── Data records ──

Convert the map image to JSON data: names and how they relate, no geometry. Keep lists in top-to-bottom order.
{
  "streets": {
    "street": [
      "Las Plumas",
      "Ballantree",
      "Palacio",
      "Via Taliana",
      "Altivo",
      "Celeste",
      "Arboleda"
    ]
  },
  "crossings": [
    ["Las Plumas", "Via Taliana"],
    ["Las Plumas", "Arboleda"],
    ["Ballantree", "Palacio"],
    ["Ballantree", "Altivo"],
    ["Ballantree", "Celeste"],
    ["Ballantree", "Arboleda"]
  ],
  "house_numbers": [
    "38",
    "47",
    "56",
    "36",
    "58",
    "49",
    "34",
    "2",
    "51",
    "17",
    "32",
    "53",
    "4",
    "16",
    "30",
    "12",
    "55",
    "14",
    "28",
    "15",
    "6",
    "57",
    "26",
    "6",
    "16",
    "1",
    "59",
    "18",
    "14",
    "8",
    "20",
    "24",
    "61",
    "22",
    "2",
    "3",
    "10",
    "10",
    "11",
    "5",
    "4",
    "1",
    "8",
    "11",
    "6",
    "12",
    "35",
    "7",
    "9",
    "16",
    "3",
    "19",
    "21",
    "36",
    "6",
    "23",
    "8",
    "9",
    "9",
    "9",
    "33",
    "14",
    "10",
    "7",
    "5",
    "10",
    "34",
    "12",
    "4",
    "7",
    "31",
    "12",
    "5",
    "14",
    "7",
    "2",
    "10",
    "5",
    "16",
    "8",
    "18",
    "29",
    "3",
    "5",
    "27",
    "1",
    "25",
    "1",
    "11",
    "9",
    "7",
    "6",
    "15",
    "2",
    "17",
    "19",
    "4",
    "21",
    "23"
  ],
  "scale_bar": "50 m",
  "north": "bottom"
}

───

■ **Exercise**
Scan the records for the string "Plumas". Copy each line in which it appears.

■ **Written answer**
      "Las Plumas",
    ["Las Plumas", "Via Taliana"],
    ["Las Plumas", "Arboleda"],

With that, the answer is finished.